## Input material
- Opening Delimiter -
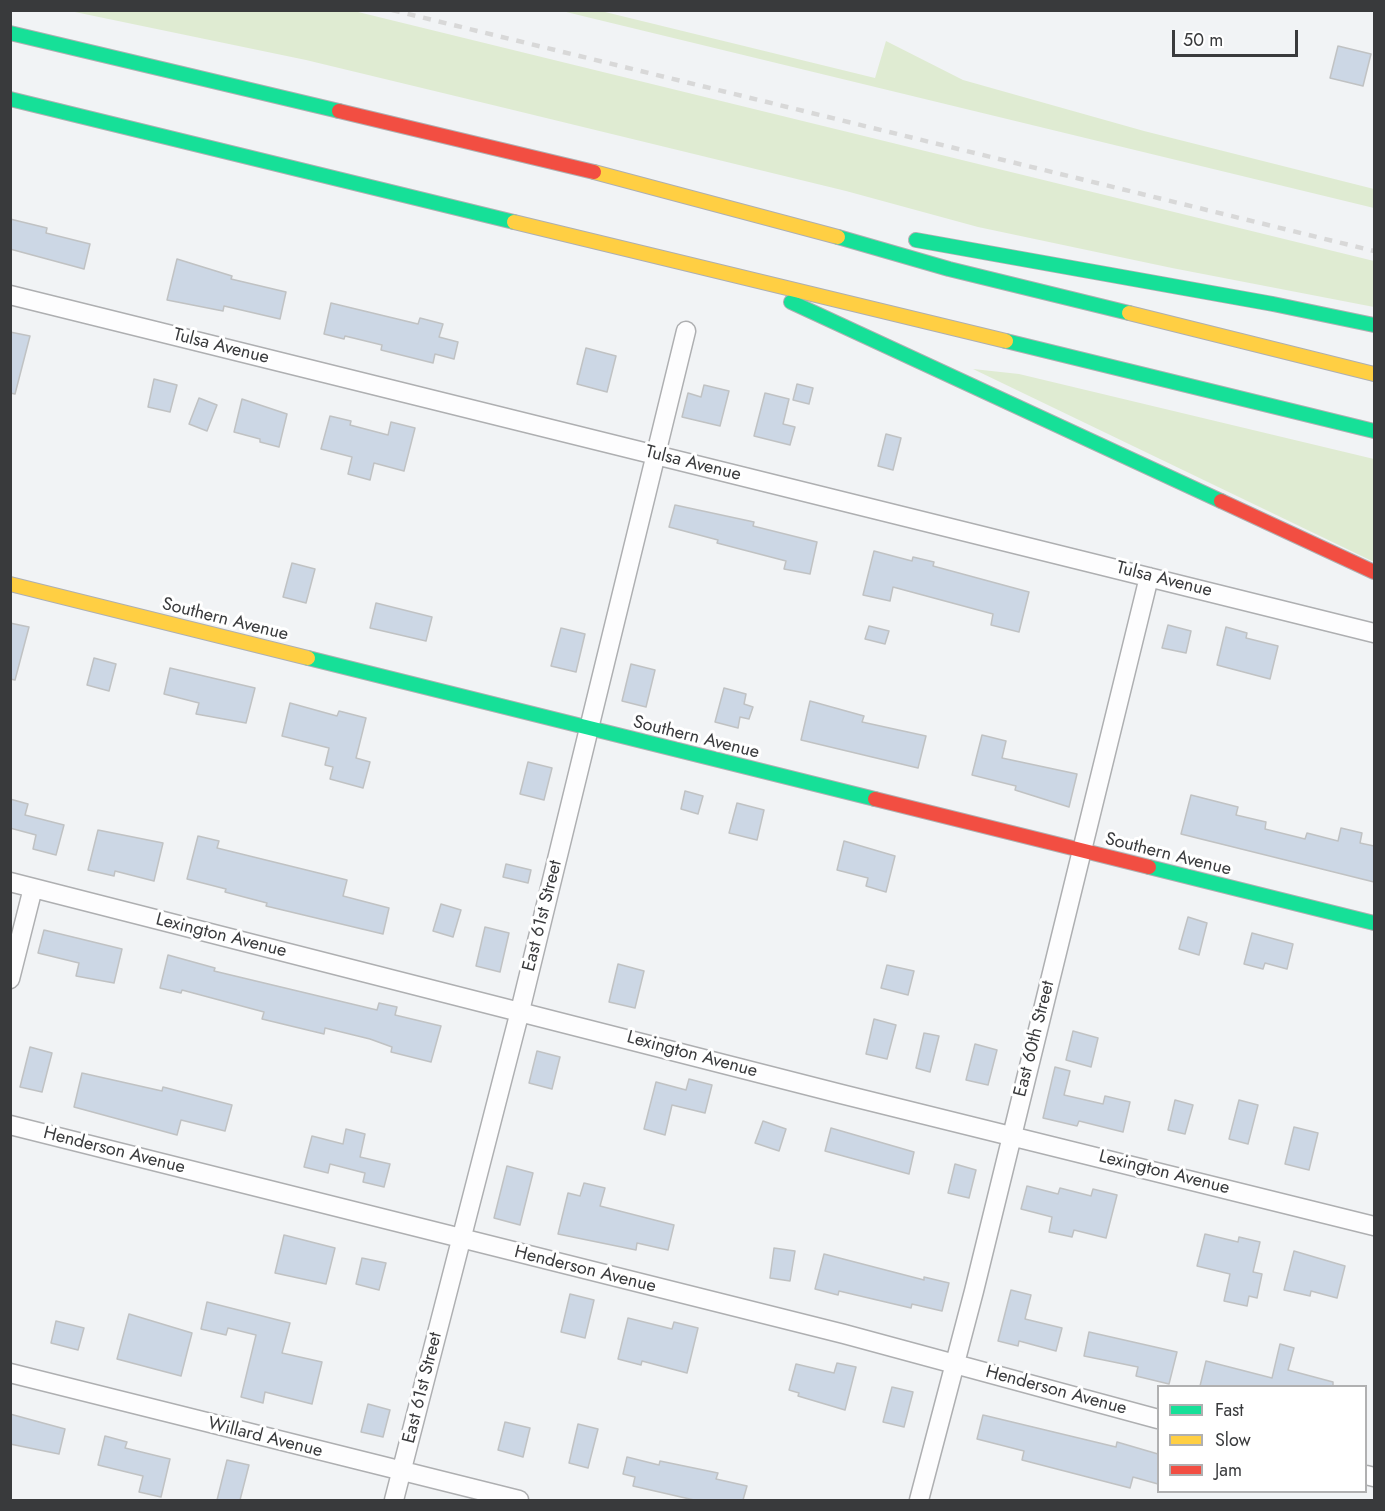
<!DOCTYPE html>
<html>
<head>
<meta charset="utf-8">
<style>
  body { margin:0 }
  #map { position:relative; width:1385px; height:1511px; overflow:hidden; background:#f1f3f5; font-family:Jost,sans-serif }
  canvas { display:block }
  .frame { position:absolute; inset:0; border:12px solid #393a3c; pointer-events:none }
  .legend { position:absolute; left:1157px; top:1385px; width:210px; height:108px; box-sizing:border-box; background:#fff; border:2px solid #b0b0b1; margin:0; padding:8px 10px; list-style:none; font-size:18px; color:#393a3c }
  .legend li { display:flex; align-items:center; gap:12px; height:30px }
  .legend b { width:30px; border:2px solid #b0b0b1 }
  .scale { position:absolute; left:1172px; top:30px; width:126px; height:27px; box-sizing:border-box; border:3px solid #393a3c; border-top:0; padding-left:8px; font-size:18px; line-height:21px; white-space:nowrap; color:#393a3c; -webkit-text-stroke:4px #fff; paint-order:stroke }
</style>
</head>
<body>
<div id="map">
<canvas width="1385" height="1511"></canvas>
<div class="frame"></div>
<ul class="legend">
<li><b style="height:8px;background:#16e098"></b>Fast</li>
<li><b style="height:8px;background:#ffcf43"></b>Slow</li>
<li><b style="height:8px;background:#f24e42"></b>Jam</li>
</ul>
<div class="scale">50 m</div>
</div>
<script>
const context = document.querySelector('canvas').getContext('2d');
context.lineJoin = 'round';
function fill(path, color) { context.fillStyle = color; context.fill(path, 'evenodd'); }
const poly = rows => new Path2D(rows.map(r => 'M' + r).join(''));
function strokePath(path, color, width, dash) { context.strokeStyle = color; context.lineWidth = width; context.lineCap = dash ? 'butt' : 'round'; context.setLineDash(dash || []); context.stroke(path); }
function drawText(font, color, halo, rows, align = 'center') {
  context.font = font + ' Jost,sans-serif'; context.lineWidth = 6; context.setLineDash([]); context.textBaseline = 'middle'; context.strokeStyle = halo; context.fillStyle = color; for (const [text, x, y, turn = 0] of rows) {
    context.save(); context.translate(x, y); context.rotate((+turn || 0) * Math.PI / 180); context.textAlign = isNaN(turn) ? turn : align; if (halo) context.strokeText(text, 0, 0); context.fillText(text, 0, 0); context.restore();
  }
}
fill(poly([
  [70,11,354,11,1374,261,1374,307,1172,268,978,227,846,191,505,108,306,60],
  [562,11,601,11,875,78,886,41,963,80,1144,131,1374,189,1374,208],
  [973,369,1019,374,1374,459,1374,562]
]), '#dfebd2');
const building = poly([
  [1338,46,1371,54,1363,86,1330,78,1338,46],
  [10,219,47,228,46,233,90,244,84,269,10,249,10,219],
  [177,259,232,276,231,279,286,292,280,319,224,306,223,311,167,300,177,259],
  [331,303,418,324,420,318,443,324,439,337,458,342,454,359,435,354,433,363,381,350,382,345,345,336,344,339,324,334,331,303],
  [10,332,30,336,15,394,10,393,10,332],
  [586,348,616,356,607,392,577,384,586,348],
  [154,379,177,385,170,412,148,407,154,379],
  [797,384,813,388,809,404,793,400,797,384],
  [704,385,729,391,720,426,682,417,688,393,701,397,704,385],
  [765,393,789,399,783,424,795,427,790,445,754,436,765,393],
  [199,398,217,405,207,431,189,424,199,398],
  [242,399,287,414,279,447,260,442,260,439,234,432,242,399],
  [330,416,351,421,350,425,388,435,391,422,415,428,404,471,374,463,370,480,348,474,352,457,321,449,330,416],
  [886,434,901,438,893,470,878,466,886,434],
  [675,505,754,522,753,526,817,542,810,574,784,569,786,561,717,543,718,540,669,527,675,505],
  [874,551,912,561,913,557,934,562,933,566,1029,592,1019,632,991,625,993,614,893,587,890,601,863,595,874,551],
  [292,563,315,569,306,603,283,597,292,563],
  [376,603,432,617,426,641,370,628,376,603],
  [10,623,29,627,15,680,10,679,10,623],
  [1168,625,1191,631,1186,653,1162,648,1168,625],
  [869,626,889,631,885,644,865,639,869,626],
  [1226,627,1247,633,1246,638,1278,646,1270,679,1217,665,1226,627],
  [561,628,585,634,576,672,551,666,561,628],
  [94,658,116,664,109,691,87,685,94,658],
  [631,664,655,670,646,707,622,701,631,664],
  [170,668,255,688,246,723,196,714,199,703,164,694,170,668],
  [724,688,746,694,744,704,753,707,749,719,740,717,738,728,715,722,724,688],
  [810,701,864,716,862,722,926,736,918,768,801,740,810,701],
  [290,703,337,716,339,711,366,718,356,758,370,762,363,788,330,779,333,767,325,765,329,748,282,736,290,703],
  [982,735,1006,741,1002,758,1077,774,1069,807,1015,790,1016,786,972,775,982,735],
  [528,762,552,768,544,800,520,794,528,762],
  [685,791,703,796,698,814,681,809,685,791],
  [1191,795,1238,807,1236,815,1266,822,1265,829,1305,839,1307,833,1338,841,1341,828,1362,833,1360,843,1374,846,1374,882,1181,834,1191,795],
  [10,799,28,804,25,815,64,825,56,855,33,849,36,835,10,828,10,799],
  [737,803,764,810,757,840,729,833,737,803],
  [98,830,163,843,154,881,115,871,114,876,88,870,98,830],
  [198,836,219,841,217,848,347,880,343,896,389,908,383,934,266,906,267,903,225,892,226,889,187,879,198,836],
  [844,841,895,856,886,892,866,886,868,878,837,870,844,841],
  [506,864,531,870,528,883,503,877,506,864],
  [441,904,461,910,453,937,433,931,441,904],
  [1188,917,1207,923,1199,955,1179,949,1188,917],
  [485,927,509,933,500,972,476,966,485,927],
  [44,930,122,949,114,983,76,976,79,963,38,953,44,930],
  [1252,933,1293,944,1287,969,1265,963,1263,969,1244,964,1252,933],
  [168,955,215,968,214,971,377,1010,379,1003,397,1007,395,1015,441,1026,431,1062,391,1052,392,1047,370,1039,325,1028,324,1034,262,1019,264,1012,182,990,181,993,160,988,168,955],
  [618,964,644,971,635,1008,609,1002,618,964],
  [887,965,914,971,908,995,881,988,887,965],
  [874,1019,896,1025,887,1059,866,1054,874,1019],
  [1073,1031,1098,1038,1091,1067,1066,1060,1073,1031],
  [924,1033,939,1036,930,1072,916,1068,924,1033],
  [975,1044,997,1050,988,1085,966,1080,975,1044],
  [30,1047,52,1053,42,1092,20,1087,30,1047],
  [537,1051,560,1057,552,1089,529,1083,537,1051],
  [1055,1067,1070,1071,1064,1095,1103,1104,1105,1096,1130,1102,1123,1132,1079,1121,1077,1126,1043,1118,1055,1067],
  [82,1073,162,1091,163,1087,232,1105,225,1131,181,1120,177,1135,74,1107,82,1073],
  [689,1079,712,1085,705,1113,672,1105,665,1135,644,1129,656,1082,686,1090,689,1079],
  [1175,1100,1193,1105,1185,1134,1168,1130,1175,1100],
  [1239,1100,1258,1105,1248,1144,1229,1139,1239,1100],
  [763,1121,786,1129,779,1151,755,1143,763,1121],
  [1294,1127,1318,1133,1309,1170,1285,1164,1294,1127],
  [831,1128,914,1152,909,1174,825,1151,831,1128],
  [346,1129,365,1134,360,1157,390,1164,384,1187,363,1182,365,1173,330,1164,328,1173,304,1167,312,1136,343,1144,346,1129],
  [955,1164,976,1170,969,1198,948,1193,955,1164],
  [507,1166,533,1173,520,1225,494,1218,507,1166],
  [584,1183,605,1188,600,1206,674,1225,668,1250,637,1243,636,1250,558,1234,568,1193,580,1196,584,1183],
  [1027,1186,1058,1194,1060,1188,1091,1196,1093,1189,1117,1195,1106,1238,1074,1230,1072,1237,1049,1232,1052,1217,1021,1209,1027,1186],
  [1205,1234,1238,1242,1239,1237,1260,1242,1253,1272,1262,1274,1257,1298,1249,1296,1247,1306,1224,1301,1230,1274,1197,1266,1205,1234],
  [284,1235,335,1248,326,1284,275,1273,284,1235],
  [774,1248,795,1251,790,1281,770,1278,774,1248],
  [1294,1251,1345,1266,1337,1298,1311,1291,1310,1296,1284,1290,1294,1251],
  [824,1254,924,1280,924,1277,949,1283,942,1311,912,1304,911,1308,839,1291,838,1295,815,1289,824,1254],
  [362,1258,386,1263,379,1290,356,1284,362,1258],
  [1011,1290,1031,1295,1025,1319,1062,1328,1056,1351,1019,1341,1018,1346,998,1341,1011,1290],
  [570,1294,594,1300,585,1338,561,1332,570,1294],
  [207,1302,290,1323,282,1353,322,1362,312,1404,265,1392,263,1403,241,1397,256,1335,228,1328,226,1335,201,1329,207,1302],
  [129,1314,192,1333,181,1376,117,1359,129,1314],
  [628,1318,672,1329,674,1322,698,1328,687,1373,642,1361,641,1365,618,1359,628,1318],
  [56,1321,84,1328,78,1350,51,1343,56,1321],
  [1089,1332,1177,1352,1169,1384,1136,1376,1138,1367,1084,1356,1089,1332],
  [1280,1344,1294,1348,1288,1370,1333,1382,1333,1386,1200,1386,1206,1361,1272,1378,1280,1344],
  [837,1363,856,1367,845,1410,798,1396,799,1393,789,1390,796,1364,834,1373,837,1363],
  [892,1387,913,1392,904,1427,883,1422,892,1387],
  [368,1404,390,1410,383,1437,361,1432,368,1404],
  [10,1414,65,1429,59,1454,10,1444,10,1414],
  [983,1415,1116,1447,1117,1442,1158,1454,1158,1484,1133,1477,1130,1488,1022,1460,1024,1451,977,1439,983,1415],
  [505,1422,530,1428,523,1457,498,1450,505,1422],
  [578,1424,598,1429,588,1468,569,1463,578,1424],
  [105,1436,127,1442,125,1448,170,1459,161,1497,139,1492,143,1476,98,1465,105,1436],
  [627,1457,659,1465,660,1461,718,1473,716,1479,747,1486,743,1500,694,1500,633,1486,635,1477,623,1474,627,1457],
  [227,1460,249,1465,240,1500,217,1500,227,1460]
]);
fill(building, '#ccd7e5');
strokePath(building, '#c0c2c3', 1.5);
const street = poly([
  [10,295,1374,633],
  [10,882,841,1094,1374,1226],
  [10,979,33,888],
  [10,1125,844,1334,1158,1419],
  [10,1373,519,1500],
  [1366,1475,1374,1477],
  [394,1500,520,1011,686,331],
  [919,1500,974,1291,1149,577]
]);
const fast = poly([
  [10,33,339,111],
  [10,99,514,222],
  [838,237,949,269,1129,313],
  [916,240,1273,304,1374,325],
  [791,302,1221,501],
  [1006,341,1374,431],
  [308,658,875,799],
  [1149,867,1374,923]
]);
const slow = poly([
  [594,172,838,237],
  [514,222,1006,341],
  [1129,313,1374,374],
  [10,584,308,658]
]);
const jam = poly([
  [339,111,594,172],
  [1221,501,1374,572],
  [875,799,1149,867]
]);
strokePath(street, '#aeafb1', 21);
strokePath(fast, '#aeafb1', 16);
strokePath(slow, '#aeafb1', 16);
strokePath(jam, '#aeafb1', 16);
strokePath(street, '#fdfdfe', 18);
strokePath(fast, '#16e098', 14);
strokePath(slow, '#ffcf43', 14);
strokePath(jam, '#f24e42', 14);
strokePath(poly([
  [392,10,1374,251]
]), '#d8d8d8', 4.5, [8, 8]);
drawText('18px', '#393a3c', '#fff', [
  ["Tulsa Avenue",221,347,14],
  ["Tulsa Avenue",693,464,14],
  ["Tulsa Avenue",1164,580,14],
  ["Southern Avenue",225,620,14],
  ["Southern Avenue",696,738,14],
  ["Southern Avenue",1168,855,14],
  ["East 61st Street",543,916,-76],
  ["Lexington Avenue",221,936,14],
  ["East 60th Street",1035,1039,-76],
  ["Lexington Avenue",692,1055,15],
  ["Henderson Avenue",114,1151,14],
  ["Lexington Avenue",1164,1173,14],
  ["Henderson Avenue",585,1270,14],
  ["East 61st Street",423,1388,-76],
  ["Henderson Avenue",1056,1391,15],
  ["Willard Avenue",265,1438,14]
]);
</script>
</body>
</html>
- Closing Delimiter -
## Task prompt
Copy exactly, and copy nothing else: the lines from the start of the data above through the line that holds "position:absolute; inset:0; border:12px". The pictures stay out.

## Solution to the exercise
<!DOCTYPE html>
<html>
<head>
<meta charset="utf-8">
<style>
  body { margin:0 }
  #map { position:relative; width:1385px; height:1511px; overflow:hidden; background:#f1f3f5; font-family:Jost,sans-serif }
  canvas { display:block }
  .frame { position:absolute; inset:0; border:12px solid #393a3c; pointer-events:none }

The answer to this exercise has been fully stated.